* **What the task asks**
Report the number of lines in the records below that hold "from", and leave out everything else.

* **Provided data**
☆ ☆ ☆
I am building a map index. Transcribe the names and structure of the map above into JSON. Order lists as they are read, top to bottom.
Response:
☆ ☆ ☆
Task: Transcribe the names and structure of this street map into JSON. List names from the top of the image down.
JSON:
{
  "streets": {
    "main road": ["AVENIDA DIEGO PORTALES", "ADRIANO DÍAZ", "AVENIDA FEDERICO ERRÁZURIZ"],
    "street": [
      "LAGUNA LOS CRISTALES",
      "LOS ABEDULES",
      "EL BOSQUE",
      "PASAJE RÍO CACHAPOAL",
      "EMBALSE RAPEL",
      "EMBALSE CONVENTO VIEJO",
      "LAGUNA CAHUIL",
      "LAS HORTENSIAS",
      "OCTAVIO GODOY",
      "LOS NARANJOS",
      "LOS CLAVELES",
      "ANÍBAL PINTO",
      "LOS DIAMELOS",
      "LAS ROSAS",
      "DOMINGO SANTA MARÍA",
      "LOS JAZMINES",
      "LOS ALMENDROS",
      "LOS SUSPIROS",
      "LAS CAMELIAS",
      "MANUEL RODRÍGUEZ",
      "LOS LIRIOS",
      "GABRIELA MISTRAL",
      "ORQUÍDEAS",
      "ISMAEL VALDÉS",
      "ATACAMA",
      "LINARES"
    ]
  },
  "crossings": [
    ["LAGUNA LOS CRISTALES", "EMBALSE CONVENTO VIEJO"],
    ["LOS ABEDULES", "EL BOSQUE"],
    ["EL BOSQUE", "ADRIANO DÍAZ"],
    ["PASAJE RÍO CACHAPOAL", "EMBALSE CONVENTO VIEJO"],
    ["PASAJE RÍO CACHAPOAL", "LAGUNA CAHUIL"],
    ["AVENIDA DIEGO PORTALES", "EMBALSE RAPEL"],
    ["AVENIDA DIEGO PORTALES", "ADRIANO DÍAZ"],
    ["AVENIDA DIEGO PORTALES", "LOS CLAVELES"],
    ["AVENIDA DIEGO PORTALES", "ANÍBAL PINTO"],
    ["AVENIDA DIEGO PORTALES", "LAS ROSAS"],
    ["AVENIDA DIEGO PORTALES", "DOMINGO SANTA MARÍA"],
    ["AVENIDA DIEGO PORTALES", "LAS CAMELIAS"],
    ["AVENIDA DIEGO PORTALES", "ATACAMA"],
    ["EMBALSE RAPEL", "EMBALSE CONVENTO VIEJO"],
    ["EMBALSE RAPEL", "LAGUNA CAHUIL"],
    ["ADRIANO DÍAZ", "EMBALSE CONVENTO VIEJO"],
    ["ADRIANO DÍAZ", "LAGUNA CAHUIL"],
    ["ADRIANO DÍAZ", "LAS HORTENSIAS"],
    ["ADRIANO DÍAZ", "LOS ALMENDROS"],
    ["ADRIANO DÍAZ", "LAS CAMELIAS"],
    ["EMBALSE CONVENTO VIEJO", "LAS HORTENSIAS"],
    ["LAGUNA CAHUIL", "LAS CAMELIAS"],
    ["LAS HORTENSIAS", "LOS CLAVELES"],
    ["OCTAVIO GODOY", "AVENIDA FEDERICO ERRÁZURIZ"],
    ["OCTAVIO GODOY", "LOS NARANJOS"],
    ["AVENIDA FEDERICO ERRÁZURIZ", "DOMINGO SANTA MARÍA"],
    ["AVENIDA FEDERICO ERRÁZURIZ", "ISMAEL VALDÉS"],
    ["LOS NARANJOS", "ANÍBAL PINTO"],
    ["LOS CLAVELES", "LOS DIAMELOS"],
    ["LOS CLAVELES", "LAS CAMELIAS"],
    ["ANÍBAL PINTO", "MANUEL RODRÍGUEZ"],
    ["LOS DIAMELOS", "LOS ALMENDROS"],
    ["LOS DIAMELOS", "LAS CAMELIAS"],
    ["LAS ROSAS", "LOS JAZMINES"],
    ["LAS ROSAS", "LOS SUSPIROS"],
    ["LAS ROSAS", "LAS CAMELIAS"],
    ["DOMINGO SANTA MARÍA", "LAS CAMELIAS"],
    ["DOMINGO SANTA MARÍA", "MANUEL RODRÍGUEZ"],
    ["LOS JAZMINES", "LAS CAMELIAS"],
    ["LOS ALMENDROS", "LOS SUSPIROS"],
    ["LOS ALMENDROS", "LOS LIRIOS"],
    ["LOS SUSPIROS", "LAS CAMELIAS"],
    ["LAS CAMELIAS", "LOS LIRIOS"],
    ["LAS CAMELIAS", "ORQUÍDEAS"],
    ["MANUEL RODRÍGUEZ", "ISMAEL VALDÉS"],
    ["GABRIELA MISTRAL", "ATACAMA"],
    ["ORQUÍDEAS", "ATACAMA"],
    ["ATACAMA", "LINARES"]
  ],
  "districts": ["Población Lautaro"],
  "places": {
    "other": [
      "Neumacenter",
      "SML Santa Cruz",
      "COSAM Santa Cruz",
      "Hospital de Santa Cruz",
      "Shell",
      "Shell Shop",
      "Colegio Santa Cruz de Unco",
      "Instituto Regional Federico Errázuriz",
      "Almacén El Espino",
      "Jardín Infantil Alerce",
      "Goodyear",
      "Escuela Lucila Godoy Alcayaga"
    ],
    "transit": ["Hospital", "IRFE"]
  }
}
☆ ☆ ☆
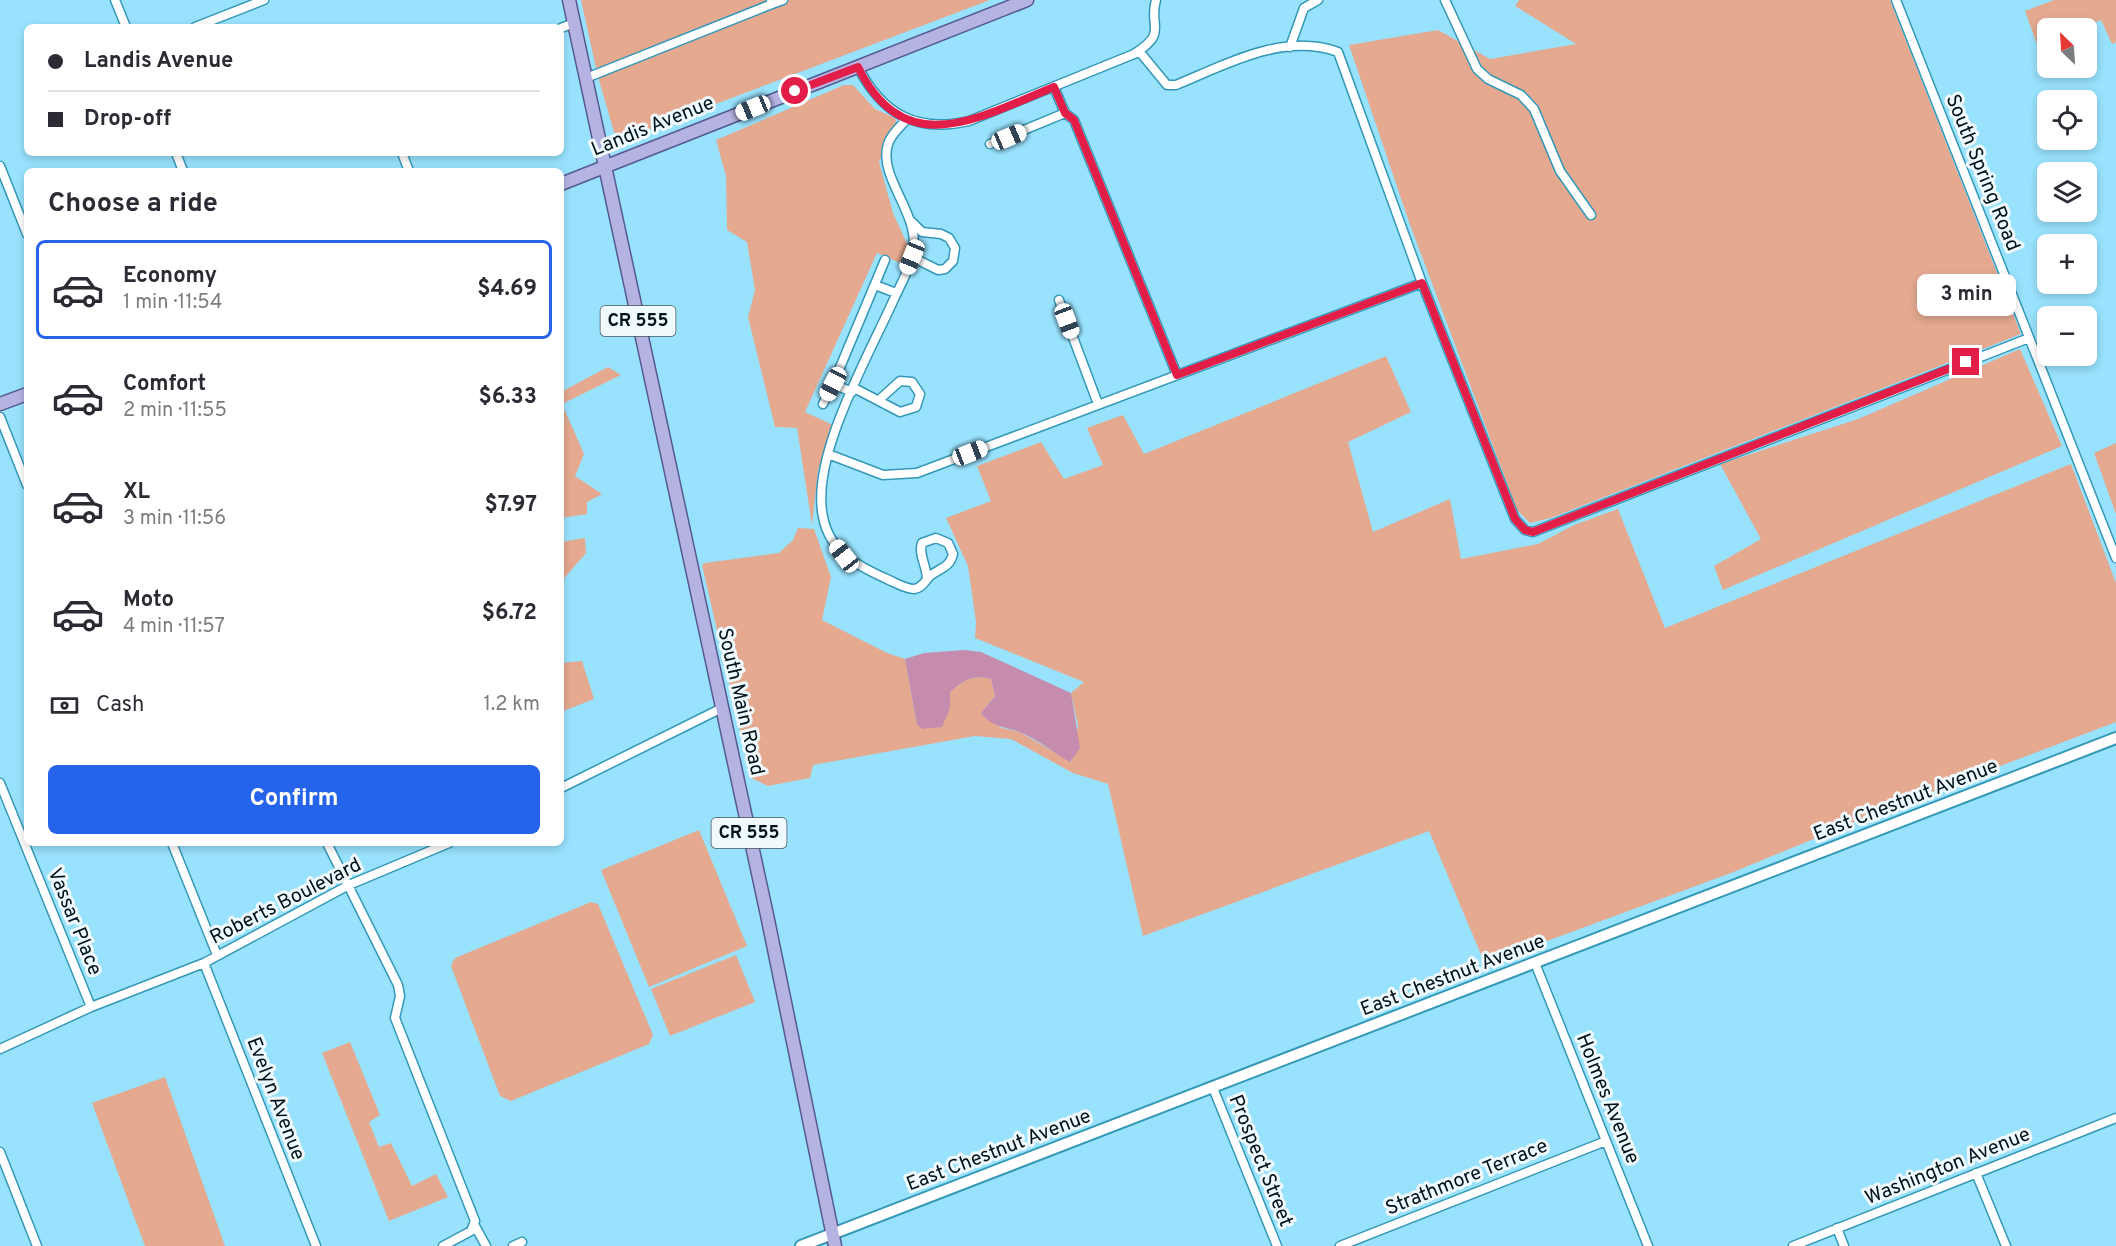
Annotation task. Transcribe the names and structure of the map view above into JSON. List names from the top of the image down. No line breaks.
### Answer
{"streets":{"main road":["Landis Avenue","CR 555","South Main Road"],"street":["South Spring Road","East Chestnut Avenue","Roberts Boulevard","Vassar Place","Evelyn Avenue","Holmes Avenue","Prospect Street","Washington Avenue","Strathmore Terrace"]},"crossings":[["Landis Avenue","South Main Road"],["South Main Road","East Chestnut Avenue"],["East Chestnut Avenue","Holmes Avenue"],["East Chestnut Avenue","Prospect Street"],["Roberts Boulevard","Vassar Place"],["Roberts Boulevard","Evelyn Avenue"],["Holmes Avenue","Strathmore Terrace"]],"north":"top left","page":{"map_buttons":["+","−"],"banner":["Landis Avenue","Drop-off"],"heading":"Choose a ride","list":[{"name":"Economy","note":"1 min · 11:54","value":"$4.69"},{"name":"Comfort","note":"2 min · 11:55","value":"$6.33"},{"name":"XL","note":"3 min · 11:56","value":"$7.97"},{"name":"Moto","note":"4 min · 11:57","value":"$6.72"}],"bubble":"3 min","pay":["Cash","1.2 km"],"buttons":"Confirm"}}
☆ ☆ ☆
* **The completed task**
2